## Task description
Copy, in full, each line of the material that holds the word "bottom".

## Information given
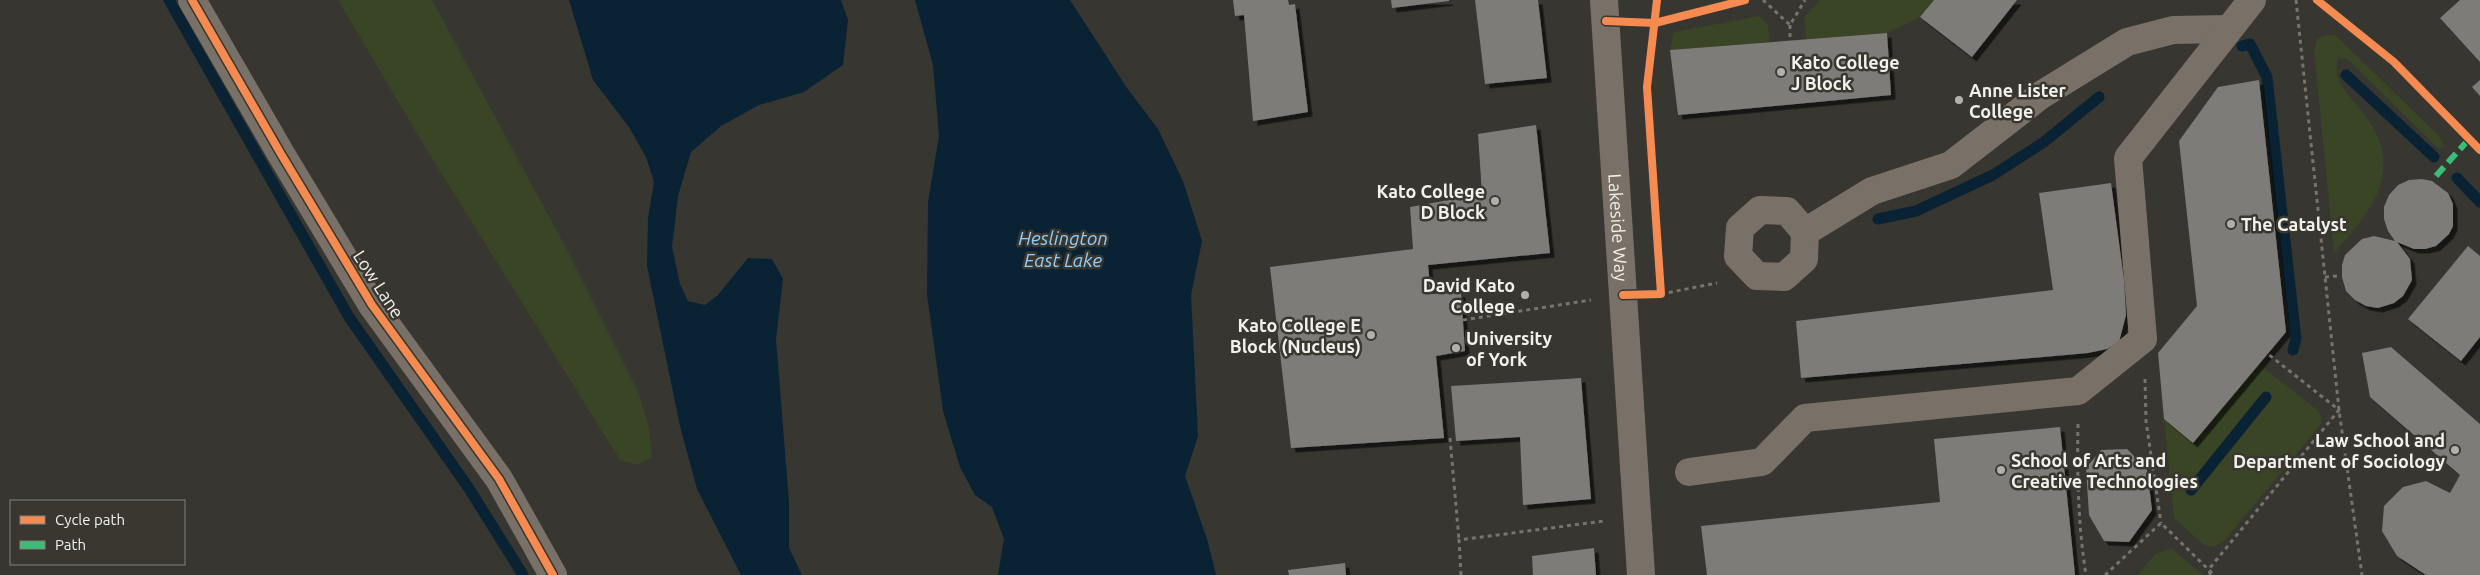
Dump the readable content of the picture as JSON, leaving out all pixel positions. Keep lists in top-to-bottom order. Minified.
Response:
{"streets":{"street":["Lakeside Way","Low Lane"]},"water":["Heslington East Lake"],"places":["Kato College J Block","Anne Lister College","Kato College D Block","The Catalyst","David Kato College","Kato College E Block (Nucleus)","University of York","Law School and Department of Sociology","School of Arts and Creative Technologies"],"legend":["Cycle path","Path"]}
...
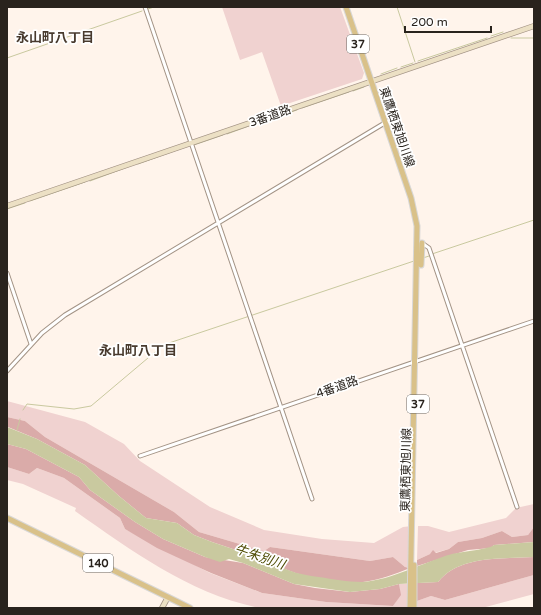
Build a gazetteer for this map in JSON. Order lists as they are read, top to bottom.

## Solution for this task
Dump the readable content of the picture as JSON, leaving out all pixel positions. Keep lists in top-to-bottom order. Minified.
Build a gazetteer for this map in JSON. Order lists as they are read, top to bottom.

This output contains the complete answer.